NOW THEREFORE, the parties, for good and valuable consideration and
intending to be legally bound, agree as follows:
1. Operation and Term of Agreement. This Agreement shall be effective
immediately upon its execution. This Agreement may be terminated by the Company
upon six (6) months' advance written notice to the Executive; provided, however,
that after a Change in Control of the Company during the term of this Agreement,
this Agreement shall remain in effect until all of the obligations of the
parties under the Agreement are satisfied and the Protection Period (as defined
below) has expired. Prior to a Change in Control this Agreement shall
immediately terminate upon termination of the Executive's employment or upon the
Executive's ceasing to be an elected officer of the Company, except in the case
of such termination under circumstances set forth in Section 2(e) below.
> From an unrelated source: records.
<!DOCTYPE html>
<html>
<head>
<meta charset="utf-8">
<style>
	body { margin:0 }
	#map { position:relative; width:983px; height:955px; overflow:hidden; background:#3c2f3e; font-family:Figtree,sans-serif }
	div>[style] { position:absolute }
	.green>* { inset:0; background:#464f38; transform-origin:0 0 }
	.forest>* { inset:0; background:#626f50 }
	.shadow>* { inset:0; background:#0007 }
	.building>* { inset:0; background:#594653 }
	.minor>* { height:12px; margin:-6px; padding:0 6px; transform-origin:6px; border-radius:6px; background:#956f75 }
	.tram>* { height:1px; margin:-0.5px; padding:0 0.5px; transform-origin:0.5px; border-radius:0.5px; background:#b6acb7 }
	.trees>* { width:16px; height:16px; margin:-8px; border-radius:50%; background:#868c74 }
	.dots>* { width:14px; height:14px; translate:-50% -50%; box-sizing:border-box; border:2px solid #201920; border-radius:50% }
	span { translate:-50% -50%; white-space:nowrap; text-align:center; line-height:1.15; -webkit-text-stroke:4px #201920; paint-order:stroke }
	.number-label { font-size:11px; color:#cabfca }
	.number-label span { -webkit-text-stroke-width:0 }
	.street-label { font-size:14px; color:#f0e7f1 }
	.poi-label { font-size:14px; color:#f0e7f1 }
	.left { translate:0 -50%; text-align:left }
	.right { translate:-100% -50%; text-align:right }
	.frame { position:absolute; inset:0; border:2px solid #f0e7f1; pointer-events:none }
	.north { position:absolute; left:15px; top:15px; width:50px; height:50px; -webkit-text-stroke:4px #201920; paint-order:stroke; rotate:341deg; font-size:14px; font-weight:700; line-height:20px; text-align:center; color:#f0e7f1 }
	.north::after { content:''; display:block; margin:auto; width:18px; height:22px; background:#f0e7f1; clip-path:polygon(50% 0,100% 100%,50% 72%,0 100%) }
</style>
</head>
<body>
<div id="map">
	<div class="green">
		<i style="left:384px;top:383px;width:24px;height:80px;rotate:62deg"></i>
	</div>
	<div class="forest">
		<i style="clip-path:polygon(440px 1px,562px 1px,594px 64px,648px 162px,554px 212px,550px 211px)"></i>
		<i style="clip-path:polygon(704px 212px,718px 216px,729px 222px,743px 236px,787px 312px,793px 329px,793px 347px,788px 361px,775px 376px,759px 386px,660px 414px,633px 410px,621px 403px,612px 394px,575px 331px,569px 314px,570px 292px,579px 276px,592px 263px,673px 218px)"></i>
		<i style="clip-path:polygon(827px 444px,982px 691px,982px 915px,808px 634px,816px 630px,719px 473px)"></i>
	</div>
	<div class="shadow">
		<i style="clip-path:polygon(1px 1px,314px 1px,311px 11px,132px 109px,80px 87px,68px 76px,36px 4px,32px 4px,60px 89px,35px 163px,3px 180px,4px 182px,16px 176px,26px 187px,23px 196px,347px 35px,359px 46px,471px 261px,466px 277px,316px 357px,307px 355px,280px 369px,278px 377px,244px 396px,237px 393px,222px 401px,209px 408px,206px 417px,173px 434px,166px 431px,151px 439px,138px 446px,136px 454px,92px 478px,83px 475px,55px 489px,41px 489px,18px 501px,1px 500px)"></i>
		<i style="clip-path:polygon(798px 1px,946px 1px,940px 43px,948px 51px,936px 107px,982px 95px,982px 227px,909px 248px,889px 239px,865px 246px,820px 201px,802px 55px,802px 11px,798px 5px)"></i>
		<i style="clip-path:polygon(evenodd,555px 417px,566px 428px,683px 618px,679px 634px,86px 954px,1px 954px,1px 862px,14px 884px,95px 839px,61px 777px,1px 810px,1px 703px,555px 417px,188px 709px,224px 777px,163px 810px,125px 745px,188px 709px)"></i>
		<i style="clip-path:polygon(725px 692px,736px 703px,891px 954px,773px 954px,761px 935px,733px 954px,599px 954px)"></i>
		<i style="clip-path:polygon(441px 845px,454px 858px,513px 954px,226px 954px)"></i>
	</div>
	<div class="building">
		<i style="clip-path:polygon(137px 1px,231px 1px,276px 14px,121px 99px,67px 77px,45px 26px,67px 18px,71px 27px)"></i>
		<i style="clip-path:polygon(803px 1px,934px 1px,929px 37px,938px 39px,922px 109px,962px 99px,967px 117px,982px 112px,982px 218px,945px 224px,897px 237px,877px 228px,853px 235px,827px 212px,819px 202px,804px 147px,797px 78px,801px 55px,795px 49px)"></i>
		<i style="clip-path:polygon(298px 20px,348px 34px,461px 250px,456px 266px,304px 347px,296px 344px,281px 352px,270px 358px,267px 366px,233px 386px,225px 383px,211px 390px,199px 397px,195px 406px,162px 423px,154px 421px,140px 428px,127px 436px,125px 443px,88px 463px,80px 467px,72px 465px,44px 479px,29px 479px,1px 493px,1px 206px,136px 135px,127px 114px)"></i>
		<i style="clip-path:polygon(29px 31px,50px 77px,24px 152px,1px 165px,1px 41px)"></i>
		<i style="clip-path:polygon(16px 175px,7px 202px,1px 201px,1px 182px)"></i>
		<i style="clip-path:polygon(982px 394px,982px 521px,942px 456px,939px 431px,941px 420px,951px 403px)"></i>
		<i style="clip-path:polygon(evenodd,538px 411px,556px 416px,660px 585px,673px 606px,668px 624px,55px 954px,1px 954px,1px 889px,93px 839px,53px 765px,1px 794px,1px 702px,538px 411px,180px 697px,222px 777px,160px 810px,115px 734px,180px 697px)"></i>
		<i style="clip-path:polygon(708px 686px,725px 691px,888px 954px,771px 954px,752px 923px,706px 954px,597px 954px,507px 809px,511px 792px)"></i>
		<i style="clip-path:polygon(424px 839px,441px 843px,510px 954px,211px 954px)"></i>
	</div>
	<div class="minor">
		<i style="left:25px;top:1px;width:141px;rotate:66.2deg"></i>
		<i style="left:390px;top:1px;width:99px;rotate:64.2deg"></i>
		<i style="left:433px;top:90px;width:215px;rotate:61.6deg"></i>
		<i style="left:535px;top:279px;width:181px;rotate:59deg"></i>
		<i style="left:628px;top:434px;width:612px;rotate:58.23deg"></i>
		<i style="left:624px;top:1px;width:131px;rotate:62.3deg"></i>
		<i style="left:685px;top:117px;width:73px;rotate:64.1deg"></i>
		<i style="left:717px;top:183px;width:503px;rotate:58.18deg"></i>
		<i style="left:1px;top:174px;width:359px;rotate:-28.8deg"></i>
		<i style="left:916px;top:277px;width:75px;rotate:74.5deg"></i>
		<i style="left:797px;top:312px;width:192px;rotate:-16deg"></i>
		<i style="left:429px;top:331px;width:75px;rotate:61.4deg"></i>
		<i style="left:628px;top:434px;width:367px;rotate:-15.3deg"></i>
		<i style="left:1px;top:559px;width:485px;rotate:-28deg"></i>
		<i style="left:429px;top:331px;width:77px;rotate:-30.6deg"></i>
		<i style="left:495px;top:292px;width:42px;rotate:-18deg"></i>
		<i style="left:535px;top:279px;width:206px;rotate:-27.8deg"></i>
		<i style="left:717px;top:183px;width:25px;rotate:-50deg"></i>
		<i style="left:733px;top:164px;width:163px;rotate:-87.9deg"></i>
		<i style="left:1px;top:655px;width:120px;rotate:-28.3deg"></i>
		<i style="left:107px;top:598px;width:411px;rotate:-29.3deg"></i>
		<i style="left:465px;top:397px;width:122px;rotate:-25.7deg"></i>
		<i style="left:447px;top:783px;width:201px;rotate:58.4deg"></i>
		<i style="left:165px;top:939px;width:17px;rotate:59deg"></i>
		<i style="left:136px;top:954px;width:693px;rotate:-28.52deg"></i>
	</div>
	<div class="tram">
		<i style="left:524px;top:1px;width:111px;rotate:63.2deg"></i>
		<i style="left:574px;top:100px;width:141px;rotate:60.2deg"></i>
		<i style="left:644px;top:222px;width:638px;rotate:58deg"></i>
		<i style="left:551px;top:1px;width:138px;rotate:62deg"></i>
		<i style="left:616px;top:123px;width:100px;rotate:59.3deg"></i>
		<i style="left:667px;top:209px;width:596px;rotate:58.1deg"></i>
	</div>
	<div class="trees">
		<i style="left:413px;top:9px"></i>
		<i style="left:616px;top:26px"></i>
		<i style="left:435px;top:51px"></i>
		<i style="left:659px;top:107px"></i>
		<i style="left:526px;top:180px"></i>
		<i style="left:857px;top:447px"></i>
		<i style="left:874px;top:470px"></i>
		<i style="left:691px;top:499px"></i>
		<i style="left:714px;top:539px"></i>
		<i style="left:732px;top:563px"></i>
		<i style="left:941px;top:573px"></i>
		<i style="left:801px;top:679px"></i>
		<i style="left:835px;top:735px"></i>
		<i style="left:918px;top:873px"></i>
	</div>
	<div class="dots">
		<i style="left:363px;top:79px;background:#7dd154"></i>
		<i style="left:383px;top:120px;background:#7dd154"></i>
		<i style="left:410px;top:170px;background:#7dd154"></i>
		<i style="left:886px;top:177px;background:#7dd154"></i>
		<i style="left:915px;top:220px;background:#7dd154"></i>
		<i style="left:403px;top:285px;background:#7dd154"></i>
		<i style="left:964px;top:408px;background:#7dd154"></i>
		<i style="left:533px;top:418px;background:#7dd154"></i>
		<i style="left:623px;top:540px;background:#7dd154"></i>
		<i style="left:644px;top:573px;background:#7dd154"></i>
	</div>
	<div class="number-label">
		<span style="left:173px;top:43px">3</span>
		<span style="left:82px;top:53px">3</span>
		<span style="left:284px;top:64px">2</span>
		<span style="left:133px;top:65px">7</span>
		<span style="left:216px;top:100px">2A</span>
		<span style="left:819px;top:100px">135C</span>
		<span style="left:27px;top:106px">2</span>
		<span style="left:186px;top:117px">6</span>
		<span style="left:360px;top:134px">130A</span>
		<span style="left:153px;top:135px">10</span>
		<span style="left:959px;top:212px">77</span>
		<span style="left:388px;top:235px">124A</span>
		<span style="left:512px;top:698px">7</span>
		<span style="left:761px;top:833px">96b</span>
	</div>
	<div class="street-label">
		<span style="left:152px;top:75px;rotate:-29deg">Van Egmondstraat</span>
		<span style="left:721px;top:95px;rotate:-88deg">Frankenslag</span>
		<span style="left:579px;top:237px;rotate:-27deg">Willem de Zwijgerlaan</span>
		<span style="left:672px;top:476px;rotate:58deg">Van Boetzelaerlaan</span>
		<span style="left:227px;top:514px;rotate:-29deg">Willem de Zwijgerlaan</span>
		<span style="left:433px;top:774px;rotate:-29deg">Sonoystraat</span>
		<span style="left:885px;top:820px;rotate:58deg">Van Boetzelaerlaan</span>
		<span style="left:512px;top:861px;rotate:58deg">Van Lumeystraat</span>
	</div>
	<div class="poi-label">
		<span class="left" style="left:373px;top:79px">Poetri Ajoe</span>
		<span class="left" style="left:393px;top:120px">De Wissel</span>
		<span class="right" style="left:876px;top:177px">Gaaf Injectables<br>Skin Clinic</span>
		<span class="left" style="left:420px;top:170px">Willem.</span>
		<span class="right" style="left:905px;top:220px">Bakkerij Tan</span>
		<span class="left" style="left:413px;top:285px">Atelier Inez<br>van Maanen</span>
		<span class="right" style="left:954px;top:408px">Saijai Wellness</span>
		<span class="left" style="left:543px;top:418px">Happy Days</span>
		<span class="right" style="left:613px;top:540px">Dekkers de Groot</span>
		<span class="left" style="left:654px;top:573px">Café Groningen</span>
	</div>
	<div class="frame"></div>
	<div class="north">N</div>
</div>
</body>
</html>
2. Certain Definitions. The following words and phrases shall have the
meanings given for the purposes of this Agreement:
(a) "Cause" shall mean (i) the continued failure by the Executive to
perform his material responsibilities and duties toward the Company (other than
any such failure resulting from the Executive's incapacity due to physical or
mental illness); (ii) the engaging by the Executive in willful or reckless
conduct that is demonstrably injurious to the Company monetarily or otherwise;
(iii) the conviction of the Executive of a felony; or (iv) the commission or
omission of any act by the Executive that is materially inimical to the best
interests of the Company and that constitutes on the part of the Executive
common law fraud or malfeasance, misfeasance, or nonfeasance of duty; provided,
however, that "cause" shall not include the Executive's lack of professional
qualifications. For purposes of this Agreement, an act, or failure to act, on
the Executive's part shall be considered "willful" or "reckless" only if done,
or omitted, by him not in good faith and without reasonable belief that his
action or omission was in the best interest of the Company. The Executive's
employment shall not be deemed to have been terminated for "cause" unless the
Company shall have given or delivered to the Executive (A) reasonable notice
setting forth the reasons for the Company's intention to terminate the
Executive's employment for "cause"; (B) a reasonable opportunity, at any time
during the 30-day period after the Executive's receipt of such notice, for the
Executive, together with his counsel, to be heard before the Board; and (C) a
Notice of Termination (as defined in Section 10 below) stating that, in the good
faith opinion of not less than a majority of the entire membership of the Board,
the Executive was guilty of the conduct set forth in clauses (i), (ii), (iii),
or (iv) of the first sentence of this Section 2(a).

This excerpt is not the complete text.